眼の前に延々と広がる茶褐色の砂漠。砂をかきあげながらさまよっていた。 ひとり。。いや前を歩く女性の背中があった。すらりと細い、だが歩く速さはなかなかのものだ。追いつけるようで追いつけない。肌を灼くように照りつける太陽。そのくせ手足の先は氷のように冷たい。咽の渇きは限界に近づいていた。ようやく遠くに湖が見え、ふいに「あったわよ」女性が振り返った。なんだ鈴木圭子さん。。。。 だがそのタイミングで鼓膜を震わせる音が鳴った。しかもその音は、徐々にけたたましく響き始めた。
!。。。。 目覚まし。。 新聞社時代の習性がよみがえり、早く支度せねばバスの時間が。。。と一瞬あせった。 だが今はフリーなのだと思い直しながら手を伸ばし、目覚まし時計をまさぐった。ようやく触れた目覚ましの頭を押さえ込む。だが手ごたえはなかった。数年来目覚ましのセットなどしていないコトに気づき、そこで脳が目覚めた。
目覚ましの音ではなく、テーブルの上に置いたままの携帯だった。ち、こんな夜中に。 部屋はまだ薄暗く、冷凍室のようだ。 毛布をかぶったまま腹ばいのまま携帯を掴んだ。 フリップを開けた。ヒロシからだった。

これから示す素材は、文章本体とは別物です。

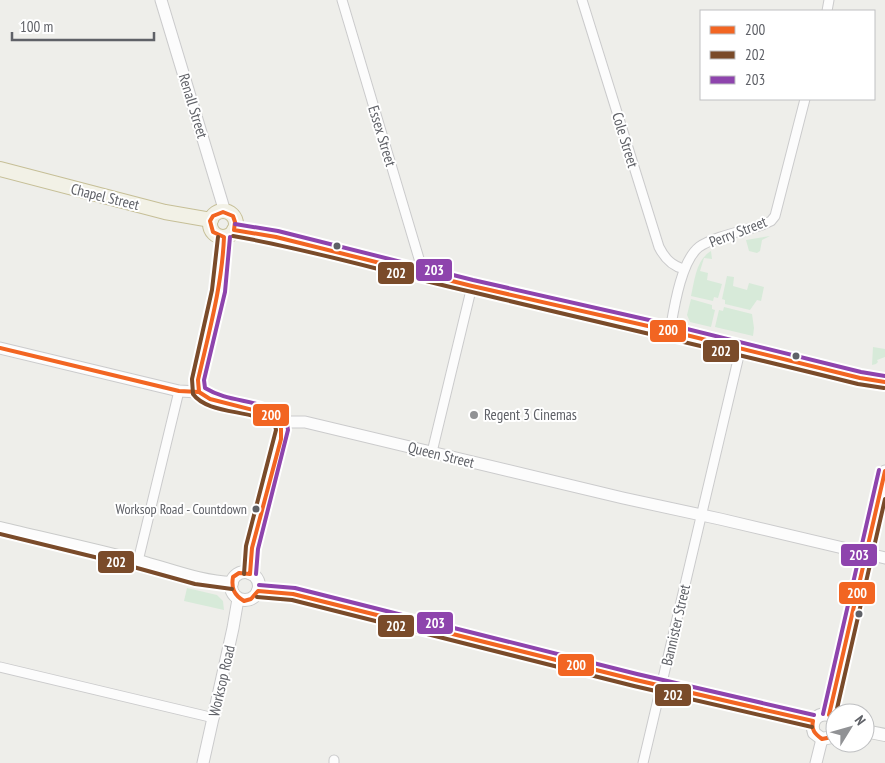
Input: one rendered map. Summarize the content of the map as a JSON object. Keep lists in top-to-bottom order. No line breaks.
{"streets":{"highway":["Chapel Street"],"street":["Renall Street","Essex Street","Cole Street","Perry Street","Queen Street","Bannister Street","Worksop Road"]},"crossings":[["Renall Street","Chapel Street"],["Cole Street","Perry Street"],["Queen Street","Bannister Street"]],"places":["Regent 3 Cinemas","Worksop Road - Countdown"],"lines":["transit line 200","transit line 203","transit line 202"],"legend":["200","202","203"],"scale_bar":"100 m","north":"top right"}
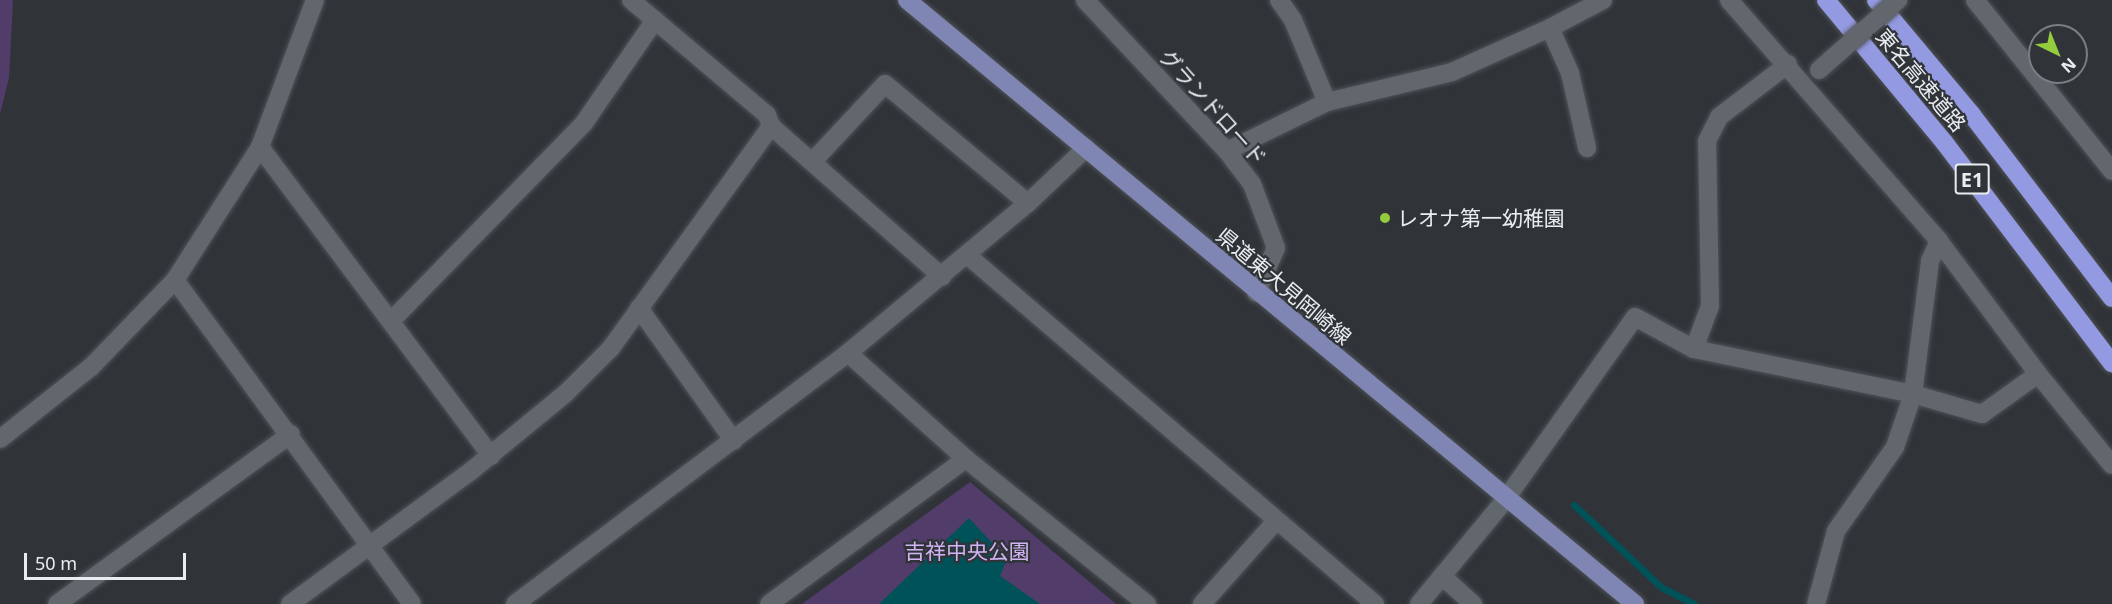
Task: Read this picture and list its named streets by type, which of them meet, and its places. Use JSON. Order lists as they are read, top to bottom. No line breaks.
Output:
{"streets":{"highway":["東名高速道路","E1"],"main road":["県道東大見岡崎線"],"street":["グランドロード"]},"crossings":[["グランドロード","県道東大見岡崎線"]],"parks":["吉祥中央公園"],"places":["レオナ第一幼稚園"],"scale_bar":"50 m","north":"bottom right"}
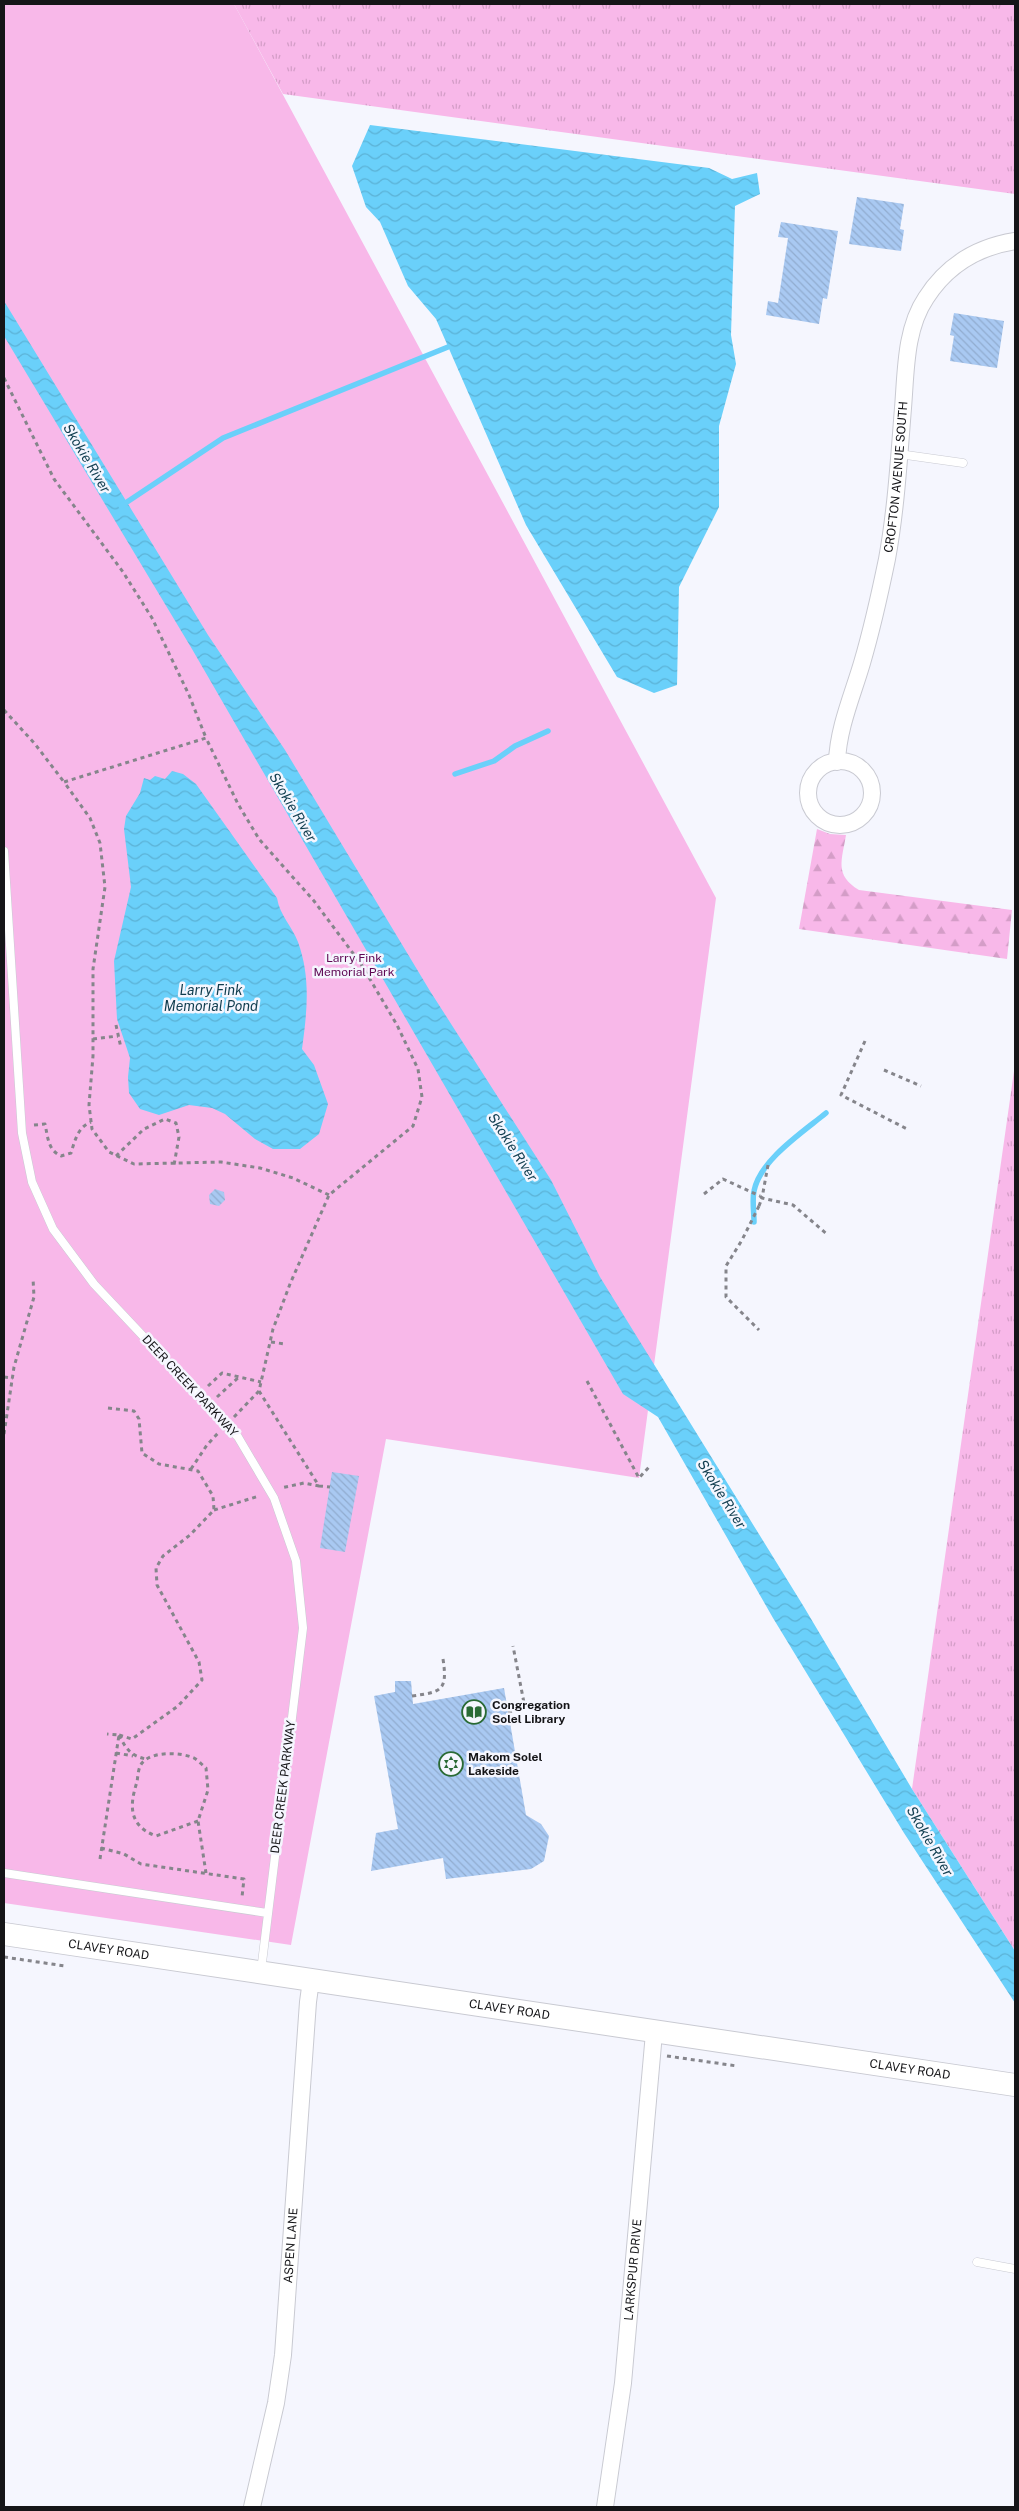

え?「こんな早くどうしました」 すると、はあ?という声のあと 「もう10時廻ってますやん」と云って笑い声が続いた。 しょぼつきながら目を凝らす。遮光性のカーテンのおかげで薄暗いままだったのだ。隙間の向こうに細長い光が見える。あ!と携帯のディスプレイを確認すると確かに10:03と点滅していた。 「これはこれはどうも失礼。すっかり寝坊など。。。」 「珍しいすね。飲み過ぎですか」 「え。まぁ。。そういや」 と、昨夜の飲み会を思い出した。胸がキュンとなった。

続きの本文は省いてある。